We are a family of chicken lovers. But buying good quality, organic chicken can be quite spendy if you are buying choice cuts like boneless, skinless breasts. I’ve found that we get the most bang for our chicken buck when I roast a whole chicken in the oven. I can usually get three meals out of the meat alone, and then I throw all the bones, skin, and organs in the crock pot and end up with at least 6 cups of incredible homemade chicken stock. So really, whole chickens for our family are a no-brainer. I buy organic whole chickens at Costco and just throw them in the freezer. The secret, in my opinion, is brining the bird. If you’ve never brined poultry before, it’s really quite simple. It involves soaking the chicken in a bath of a sugar/salt solution in order to impart some flavor to what could otherwise be pretty bland meat. So here is the Burden Family’s favorite recipe for the perfect roast chicken.
Perfect Roast Chicken
- 1 whole, organic chicken, rinsed, organs removed
- 4 cups water
- 1/2 cup kosher salt
- 1/2 cup brown sugar
- 4 cloves garlic, smashed
- 1 Tablespoon whole peppercorns
- 2-3 sprigs fresh thyme (optional)
- 2 Tablespoons butter
- Rinse bird and place in a large mixing bowl breast side down. The bird should fit inside completely.

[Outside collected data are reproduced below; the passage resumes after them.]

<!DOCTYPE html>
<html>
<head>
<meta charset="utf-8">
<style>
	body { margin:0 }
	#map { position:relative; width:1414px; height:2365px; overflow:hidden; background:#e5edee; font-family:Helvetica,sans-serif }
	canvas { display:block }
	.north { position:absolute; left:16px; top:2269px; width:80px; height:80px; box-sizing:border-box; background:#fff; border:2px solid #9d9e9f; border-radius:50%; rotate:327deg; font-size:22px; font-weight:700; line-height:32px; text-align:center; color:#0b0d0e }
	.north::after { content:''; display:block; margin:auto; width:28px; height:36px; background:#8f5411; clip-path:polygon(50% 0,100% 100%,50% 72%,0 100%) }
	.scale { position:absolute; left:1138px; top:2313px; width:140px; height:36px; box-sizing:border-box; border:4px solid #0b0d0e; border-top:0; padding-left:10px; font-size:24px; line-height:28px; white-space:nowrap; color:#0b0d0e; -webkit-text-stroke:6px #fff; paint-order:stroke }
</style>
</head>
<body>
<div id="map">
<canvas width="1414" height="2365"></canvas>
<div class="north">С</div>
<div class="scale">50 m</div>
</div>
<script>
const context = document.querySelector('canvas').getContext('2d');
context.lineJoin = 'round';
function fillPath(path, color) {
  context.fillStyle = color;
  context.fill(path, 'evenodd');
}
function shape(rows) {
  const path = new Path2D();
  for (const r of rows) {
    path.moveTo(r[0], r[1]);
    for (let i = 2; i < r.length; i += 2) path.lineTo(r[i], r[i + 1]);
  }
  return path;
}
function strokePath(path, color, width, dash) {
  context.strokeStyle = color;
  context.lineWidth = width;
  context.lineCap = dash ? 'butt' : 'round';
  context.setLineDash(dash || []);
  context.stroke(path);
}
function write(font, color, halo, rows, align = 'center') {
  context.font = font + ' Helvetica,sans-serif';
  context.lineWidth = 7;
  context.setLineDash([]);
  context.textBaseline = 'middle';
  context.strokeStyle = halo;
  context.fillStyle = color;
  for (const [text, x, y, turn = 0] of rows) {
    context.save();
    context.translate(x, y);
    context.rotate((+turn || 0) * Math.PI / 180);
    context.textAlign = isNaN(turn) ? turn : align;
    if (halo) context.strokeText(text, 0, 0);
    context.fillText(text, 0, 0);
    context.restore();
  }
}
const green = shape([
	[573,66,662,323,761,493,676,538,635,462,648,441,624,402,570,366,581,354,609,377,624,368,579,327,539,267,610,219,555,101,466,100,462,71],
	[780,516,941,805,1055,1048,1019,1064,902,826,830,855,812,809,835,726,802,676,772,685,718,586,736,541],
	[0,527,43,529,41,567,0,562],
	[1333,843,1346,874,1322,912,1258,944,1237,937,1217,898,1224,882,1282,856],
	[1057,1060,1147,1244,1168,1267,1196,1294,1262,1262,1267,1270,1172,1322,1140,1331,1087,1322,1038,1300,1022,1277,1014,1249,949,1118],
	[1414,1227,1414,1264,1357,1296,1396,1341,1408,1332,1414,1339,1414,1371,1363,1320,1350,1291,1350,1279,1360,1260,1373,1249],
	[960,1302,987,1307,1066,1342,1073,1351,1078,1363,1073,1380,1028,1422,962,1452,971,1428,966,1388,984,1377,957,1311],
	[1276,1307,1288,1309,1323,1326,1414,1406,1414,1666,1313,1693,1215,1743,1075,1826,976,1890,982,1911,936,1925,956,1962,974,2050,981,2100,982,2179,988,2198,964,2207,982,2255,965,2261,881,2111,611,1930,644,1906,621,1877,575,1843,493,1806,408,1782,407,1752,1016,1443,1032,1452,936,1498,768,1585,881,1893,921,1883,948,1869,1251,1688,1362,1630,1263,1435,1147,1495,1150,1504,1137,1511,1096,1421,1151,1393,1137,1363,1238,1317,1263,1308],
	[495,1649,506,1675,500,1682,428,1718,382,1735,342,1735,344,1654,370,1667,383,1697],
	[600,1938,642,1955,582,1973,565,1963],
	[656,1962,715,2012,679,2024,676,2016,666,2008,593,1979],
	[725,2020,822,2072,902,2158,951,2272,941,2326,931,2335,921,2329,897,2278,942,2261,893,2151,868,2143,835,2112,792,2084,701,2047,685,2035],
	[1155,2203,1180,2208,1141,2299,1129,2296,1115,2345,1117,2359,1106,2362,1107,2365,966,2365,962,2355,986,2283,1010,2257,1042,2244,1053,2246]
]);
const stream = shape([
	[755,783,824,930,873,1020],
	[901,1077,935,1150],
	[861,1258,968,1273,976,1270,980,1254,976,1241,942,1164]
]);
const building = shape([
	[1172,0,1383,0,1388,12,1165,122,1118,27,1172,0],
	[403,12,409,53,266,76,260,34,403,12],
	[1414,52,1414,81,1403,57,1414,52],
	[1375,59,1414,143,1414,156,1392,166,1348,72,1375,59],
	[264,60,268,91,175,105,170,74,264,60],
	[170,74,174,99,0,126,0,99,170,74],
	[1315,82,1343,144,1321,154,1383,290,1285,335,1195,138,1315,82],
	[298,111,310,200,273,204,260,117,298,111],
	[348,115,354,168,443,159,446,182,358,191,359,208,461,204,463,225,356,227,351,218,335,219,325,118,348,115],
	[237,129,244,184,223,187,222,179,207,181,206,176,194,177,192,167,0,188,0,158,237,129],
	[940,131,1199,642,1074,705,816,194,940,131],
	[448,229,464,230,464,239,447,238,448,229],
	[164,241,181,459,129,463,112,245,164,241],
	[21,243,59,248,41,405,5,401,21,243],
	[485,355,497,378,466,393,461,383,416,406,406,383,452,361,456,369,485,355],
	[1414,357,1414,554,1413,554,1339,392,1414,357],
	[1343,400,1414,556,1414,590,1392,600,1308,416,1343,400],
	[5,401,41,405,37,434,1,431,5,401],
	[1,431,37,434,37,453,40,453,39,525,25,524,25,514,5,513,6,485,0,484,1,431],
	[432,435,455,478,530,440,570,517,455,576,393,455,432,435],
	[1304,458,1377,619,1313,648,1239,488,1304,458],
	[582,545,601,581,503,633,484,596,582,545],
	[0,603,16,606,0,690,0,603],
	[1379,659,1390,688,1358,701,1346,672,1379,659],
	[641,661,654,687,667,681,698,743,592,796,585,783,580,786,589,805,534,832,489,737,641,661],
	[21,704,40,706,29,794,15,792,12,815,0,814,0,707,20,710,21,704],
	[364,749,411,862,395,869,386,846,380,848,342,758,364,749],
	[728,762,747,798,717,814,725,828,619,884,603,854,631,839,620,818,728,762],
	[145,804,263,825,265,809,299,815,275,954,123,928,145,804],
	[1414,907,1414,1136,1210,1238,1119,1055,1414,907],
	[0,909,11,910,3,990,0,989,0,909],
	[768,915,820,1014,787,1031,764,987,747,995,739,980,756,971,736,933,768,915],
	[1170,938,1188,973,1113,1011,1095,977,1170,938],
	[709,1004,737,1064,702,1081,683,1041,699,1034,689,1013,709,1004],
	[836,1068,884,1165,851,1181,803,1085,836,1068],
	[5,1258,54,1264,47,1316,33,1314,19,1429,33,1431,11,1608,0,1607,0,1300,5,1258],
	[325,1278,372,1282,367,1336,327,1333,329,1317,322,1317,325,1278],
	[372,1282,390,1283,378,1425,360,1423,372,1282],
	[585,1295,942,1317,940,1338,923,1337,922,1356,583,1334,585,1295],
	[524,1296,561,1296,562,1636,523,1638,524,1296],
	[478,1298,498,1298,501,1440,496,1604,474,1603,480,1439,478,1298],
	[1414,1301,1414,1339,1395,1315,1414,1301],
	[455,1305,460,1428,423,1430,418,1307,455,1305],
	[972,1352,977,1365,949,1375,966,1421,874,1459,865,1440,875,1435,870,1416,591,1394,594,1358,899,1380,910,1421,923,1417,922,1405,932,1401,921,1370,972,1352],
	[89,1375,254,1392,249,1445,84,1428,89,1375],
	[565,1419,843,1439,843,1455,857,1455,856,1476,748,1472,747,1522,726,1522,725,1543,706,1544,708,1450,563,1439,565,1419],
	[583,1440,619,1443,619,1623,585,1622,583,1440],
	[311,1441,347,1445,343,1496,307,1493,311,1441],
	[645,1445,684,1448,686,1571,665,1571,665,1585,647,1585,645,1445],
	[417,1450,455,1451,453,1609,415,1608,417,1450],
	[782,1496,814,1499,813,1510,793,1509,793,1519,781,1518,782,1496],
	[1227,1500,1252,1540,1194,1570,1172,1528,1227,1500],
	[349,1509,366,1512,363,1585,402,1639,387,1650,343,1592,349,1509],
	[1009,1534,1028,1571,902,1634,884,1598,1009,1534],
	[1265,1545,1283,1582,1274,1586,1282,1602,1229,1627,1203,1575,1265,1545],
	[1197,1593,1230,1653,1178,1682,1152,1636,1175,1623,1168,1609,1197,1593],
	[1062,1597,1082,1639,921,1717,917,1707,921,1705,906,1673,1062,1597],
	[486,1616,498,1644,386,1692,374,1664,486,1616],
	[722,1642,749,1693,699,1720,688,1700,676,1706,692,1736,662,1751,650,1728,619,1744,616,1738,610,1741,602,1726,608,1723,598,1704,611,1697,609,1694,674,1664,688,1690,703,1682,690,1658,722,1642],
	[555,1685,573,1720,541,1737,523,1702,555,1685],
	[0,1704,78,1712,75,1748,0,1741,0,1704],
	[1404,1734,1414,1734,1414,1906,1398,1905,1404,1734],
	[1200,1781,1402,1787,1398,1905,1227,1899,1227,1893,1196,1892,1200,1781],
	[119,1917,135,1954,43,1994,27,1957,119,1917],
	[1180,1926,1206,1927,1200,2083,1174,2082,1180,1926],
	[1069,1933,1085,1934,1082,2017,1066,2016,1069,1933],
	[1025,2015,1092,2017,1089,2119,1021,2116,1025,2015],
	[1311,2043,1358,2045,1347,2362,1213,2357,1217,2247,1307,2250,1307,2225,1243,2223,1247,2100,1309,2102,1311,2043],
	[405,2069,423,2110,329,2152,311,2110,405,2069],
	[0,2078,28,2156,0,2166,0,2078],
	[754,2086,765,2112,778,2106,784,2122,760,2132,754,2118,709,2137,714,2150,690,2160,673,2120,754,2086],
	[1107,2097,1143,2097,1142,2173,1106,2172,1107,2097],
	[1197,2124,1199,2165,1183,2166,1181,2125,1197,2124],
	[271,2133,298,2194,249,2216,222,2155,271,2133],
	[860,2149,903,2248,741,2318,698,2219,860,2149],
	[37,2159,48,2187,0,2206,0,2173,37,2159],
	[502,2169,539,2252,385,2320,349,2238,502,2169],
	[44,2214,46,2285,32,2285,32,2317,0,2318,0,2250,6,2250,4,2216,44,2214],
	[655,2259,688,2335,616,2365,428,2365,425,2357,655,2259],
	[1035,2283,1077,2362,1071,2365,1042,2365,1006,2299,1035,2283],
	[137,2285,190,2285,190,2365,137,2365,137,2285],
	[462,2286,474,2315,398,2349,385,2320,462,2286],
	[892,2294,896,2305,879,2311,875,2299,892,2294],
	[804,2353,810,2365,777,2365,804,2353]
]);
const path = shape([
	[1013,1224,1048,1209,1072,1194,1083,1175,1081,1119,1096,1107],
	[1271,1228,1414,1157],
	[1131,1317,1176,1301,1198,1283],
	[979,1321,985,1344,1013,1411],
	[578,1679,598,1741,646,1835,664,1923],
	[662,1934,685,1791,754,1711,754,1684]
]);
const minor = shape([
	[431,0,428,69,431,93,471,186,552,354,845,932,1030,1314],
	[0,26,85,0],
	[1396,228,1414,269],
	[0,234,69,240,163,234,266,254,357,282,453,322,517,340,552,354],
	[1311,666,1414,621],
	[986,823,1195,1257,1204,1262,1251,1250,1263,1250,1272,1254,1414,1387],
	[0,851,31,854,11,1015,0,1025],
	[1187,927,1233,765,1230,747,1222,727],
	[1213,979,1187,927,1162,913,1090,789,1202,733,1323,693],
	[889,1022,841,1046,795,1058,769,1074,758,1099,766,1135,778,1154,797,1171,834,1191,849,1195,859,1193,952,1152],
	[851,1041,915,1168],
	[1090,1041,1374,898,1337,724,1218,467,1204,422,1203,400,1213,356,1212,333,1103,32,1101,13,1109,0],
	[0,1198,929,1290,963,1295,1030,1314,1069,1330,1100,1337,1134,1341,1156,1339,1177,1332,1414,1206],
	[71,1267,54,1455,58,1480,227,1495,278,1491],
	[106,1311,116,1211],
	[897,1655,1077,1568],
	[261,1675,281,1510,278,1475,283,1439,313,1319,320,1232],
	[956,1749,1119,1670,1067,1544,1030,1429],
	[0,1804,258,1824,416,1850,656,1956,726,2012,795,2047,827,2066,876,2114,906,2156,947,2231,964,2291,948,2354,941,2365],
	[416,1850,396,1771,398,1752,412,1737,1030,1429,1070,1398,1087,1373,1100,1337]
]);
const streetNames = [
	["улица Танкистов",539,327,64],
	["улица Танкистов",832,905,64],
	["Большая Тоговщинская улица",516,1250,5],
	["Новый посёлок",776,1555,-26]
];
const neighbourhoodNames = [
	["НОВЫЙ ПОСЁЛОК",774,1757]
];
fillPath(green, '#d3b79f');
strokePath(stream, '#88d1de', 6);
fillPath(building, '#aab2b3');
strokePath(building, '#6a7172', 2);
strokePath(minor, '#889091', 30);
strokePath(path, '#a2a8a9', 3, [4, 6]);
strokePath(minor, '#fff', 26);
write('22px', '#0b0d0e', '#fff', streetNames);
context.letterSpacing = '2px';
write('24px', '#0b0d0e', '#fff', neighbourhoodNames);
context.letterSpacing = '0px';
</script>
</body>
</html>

- In a medium saucepan, combine water, salt, sugar, garlic, peppercorns, and thyme. Bring the solution to a boil. Stir to be sure the sugar and salt are dissolved. Remove from heat.
- Allow the brine to cool a bit. Once it’s stopped steaming, pour the solution over the bird. Soak for at least 5 hours in the refrigerator. I usually make the brine first thing in the morning.
- 2 hours before you plan to eat, preheat your oven to 350. Take the bird out of the brine and discard the liquid. Place the chicken breast side up in a roasting pan (I love my Pampered Chef covered stoneware baker for this).
- Pat the skin dry with a paper towel and rub the butter all over the chicken. Bake at 350 for 90 minutes or until a meat thermometer reads 165 degrees and the skin is golden brown (Just FYI, I never take an internal temperature. You’ll know it’s done when the skin looks amazing and the legs begin to pull away from the body.)
- Let the chicken rest for 15 minutes before carving.
If you plan to make stock from the bones, grab your crock pot as you carve the bird and throw the scraps right in. You can also dump the juices from the roasting pan in as well. I turn my crock pot on right after I get the dishes done and I let it go for about 24 hours (usually on the patio because I hate waking up to the smell of chicken stock in the house!)
I hope you will give this one a try. I promise it won’t disappoint!